[Collected data entries]
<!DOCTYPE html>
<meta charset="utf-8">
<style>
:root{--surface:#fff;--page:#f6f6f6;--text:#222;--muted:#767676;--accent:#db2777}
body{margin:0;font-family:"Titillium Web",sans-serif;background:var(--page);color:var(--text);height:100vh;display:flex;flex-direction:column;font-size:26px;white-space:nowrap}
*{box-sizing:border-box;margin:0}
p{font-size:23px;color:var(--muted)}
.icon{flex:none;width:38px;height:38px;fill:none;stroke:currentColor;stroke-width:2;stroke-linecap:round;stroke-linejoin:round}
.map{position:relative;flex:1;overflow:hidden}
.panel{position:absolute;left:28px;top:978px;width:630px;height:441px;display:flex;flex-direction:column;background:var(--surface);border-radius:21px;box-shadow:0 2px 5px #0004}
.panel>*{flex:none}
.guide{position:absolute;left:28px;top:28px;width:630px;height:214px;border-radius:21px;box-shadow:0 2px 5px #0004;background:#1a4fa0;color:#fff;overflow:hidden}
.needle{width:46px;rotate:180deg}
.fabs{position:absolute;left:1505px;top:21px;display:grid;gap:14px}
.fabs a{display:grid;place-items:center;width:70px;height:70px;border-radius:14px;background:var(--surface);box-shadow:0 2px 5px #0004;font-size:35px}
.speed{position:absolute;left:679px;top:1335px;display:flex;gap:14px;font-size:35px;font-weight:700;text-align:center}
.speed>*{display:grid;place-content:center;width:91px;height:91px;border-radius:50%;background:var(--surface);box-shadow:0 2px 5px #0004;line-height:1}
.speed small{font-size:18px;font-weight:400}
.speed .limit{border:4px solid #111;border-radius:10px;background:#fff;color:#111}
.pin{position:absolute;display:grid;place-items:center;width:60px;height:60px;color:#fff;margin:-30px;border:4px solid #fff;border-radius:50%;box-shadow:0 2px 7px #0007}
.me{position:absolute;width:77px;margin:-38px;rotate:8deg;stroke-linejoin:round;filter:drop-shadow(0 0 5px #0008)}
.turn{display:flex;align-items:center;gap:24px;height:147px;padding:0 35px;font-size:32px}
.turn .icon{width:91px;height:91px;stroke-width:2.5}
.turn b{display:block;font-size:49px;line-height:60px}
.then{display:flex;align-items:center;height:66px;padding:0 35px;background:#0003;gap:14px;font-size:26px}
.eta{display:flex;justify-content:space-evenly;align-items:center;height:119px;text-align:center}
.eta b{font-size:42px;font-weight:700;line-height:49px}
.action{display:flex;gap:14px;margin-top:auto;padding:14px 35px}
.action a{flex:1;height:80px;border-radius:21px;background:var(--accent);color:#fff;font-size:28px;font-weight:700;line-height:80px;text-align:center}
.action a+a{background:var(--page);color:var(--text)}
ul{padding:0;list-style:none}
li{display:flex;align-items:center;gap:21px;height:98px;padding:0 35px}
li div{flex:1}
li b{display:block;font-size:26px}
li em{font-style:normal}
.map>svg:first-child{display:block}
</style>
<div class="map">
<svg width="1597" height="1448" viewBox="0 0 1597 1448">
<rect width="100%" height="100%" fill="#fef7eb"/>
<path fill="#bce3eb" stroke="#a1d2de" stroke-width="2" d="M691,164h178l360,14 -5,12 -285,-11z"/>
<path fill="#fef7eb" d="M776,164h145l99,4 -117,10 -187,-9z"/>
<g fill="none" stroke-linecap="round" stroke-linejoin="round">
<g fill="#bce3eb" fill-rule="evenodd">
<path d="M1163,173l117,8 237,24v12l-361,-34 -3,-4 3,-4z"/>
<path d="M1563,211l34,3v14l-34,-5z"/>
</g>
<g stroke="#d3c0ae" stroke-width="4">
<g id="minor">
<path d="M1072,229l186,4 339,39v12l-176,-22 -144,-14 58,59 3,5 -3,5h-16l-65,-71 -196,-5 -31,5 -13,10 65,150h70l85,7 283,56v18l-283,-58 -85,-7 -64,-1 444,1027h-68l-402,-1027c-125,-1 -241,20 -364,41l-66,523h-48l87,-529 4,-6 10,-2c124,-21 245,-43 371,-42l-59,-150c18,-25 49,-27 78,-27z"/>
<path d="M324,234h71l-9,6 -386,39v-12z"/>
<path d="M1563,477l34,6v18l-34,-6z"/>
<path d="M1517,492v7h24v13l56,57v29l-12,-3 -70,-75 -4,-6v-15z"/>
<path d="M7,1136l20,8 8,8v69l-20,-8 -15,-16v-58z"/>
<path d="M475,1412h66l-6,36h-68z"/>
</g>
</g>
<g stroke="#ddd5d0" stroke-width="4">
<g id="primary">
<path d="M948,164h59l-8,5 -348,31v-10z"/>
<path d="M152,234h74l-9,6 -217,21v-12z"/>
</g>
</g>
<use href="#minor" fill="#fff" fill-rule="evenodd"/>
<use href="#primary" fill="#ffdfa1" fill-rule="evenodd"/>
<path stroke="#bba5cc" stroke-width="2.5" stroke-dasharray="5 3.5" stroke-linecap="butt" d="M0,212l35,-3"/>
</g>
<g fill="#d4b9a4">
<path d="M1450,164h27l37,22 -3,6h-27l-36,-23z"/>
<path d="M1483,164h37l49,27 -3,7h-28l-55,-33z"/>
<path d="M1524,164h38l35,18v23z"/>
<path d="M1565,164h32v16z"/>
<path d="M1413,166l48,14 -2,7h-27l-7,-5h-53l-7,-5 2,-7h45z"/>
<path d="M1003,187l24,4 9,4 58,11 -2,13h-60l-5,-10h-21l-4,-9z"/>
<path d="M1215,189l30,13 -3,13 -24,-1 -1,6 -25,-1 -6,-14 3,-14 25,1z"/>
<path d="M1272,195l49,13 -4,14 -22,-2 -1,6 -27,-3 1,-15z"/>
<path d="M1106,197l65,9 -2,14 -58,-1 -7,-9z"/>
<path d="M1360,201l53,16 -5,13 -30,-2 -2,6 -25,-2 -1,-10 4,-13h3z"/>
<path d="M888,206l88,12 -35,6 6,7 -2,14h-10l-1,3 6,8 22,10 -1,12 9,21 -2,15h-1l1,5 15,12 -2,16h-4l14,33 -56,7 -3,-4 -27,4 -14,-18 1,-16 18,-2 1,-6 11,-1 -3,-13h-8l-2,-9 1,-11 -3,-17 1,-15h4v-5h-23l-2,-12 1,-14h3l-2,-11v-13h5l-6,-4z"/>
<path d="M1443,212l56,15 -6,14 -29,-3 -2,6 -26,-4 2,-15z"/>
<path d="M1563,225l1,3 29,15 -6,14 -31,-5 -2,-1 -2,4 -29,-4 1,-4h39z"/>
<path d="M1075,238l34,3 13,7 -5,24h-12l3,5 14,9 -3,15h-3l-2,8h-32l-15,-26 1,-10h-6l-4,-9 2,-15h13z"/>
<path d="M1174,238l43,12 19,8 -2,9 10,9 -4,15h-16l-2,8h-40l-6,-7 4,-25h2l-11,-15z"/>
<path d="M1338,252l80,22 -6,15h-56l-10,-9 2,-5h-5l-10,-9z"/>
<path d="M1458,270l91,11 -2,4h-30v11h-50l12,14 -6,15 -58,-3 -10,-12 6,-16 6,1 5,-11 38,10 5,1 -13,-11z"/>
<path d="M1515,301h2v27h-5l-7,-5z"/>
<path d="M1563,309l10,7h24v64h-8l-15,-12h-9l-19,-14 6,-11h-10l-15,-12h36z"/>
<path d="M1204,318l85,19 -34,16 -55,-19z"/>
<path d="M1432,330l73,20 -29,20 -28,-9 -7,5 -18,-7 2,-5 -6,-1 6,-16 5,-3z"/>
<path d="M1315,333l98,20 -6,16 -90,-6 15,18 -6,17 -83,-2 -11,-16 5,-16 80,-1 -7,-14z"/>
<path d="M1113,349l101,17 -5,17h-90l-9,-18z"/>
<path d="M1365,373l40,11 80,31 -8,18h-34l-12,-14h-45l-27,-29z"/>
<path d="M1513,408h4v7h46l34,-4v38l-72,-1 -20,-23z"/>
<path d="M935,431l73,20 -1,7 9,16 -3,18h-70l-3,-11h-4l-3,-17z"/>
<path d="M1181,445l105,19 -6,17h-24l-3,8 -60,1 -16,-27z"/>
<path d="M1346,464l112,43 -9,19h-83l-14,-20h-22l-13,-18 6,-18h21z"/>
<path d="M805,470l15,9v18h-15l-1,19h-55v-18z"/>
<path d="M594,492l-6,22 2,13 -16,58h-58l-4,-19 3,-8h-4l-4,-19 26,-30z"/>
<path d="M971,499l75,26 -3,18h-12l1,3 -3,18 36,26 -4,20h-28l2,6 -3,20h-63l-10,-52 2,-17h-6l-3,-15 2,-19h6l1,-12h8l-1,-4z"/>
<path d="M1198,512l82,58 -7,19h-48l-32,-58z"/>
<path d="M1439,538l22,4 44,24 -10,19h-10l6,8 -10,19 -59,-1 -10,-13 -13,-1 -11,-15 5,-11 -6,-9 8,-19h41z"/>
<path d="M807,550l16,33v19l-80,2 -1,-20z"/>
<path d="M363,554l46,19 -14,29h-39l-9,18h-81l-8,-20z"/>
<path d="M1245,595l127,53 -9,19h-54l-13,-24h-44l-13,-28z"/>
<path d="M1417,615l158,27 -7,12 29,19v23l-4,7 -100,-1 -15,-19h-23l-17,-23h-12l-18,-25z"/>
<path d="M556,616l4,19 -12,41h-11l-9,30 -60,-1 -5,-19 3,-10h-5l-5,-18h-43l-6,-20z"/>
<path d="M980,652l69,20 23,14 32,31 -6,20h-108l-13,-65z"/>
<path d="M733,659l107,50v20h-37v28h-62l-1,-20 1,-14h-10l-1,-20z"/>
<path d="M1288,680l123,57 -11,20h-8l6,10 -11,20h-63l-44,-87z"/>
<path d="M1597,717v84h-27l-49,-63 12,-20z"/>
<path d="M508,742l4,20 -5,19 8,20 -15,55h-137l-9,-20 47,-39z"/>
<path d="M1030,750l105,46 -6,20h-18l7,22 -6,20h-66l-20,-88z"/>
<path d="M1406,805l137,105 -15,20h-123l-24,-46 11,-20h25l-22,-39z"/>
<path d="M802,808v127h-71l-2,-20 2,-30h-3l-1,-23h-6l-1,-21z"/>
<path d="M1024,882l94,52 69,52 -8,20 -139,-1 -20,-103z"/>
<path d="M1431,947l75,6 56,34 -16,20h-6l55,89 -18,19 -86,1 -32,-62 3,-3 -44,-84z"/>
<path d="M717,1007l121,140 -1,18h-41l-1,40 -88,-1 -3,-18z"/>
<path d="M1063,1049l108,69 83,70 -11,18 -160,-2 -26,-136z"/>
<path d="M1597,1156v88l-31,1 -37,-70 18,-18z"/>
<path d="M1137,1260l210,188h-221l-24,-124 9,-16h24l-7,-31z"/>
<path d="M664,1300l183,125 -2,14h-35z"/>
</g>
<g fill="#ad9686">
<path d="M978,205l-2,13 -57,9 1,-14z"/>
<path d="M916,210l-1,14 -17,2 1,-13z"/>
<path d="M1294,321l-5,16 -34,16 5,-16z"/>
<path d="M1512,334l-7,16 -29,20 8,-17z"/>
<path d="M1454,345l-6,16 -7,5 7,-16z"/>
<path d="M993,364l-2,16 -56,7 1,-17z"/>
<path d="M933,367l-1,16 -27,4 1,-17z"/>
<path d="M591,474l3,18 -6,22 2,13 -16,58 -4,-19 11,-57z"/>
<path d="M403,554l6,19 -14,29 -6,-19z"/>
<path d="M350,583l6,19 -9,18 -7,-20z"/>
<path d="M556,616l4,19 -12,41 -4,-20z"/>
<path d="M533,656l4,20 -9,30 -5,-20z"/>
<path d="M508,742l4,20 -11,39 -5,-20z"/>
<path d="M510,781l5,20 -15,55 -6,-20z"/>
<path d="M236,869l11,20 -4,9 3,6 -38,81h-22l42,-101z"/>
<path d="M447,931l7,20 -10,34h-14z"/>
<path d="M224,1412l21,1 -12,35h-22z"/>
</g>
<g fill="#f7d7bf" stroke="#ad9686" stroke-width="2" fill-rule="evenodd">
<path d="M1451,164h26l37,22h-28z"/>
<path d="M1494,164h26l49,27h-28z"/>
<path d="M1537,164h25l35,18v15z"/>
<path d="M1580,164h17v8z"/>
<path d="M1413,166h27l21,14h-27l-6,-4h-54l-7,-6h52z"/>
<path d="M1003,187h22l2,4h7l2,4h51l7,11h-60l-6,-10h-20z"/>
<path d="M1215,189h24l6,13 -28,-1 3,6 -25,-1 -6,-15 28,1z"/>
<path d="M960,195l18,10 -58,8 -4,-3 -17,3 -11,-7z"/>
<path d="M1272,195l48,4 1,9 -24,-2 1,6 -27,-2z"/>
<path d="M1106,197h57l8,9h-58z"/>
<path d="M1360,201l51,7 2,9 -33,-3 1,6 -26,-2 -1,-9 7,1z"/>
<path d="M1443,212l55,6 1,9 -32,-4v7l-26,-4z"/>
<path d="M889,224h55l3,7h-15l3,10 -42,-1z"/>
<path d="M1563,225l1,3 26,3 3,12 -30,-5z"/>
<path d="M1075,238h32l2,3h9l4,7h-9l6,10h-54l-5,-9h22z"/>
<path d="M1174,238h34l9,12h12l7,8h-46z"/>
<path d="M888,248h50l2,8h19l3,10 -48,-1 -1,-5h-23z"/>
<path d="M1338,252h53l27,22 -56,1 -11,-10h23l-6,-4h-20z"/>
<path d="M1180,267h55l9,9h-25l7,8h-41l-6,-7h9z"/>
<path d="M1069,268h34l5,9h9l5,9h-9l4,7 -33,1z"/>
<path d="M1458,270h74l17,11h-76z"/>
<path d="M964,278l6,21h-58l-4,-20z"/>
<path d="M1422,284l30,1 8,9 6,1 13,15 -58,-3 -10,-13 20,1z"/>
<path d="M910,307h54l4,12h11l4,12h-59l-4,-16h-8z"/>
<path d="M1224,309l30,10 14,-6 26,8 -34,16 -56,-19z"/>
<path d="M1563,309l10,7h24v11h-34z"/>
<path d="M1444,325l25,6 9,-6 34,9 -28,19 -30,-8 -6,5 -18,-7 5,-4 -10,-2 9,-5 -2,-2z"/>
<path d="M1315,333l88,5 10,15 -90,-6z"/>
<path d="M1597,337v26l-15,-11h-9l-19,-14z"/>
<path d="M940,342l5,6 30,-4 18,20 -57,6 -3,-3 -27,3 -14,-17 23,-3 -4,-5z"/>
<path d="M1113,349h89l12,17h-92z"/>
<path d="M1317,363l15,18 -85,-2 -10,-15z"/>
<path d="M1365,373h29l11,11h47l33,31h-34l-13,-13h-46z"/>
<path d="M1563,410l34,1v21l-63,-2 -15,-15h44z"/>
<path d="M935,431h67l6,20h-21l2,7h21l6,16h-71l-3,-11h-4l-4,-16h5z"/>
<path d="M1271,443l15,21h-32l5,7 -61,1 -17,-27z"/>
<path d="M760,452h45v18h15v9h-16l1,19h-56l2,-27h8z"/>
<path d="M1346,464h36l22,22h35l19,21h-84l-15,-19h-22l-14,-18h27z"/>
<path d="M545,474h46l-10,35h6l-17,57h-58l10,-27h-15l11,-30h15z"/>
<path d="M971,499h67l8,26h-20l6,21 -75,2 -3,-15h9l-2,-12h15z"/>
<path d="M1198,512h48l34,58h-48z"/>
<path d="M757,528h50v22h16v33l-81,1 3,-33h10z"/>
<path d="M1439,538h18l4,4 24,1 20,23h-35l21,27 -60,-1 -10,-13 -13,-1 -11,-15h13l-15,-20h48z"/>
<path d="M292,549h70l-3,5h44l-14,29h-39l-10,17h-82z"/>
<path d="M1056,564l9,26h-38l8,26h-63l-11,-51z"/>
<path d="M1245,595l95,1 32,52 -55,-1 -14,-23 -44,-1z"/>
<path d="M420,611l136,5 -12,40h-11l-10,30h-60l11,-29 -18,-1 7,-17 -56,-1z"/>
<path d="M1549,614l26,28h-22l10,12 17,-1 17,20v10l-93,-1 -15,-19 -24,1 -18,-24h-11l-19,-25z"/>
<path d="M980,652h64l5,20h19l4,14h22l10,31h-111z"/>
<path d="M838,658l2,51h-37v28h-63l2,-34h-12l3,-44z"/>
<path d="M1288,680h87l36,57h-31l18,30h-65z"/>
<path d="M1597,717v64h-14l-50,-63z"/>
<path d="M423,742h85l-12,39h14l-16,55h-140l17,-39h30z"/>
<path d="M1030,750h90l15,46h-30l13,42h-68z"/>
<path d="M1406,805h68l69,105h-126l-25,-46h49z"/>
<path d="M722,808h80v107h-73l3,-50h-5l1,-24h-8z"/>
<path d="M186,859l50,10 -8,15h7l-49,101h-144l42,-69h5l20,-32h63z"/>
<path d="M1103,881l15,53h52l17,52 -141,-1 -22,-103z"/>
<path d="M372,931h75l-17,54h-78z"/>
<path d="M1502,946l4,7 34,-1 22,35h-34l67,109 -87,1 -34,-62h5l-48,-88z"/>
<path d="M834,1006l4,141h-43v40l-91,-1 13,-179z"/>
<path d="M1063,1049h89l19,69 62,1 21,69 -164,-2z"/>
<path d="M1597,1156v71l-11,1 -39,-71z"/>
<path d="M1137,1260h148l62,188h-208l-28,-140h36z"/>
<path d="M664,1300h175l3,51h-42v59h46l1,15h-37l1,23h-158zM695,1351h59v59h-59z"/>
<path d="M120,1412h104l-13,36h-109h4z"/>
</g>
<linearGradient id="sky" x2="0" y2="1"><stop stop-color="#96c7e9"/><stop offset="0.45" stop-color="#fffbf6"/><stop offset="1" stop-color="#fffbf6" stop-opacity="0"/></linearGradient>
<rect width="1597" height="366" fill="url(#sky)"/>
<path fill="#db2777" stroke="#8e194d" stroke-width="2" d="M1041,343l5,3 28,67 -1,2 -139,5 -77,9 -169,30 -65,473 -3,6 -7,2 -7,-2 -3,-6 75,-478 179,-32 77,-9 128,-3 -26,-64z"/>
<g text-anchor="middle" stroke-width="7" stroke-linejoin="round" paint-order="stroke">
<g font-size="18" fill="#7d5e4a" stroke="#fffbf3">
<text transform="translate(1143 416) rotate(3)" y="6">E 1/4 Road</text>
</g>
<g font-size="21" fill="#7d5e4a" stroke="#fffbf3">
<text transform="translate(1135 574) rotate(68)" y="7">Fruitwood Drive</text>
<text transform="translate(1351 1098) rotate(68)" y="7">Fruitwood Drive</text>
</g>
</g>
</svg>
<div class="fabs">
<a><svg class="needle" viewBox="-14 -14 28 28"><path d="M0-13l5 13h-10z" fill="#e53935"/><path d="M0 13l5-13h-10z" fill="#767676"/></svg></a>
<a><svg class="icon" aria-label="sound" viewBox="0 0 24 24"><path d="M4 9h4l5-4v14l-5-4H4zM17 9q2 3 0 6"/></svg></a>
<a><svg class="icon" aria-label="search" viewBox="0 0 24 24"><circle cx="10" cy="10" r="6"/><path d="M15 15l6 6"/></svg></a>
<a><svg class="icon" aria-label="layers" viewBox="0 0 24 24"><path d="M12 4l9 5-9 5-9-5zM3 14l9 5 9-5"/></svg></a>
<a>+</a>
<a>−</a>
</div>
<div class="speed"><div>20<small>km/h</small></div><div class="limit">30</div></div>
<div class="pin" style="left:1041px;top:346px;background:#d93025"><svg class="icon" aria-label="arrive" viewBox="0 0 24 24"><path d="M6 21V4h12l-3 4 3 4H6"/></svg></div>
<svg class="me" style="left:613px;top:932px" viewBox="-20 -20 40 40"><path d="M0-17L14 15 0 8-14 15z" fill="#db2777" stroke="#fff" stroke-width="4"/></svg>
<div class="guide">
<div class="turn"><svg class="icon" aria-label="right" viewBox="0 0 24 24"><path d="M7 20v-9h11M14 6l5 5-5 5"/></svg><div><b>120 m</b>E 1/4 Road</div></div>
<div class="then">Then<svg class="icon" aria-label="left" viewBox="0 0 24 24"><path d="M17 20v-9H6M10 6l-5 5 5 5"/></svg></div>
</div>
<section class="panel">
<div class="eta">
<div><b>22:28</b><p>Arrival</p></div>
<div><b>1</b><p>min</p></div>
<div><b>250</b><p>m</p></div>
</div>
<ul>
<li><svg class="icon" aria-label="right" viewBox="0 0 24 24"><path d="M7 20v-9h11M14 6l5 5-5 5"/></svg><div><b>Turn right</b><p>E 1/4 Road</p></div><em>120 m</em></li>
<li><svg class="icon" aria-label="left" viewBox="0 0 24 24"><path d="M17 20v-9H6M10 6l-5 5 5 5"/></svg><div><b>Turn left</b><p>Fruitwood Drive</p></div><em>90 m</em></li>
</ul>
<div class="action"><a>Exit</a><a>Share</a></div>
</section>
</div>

■ **TASK PROMPT**
Look through the entries for the string "limit". Every line that has it belongs in the answer.

■ **REPLY TO THE TASK**
.speed .limit{border:4px solid #111;border-radius:10px;background:#fff;color:#111}
<div class="speed"><div>20<small>km/h</small></div><div class="limit">30</div></div>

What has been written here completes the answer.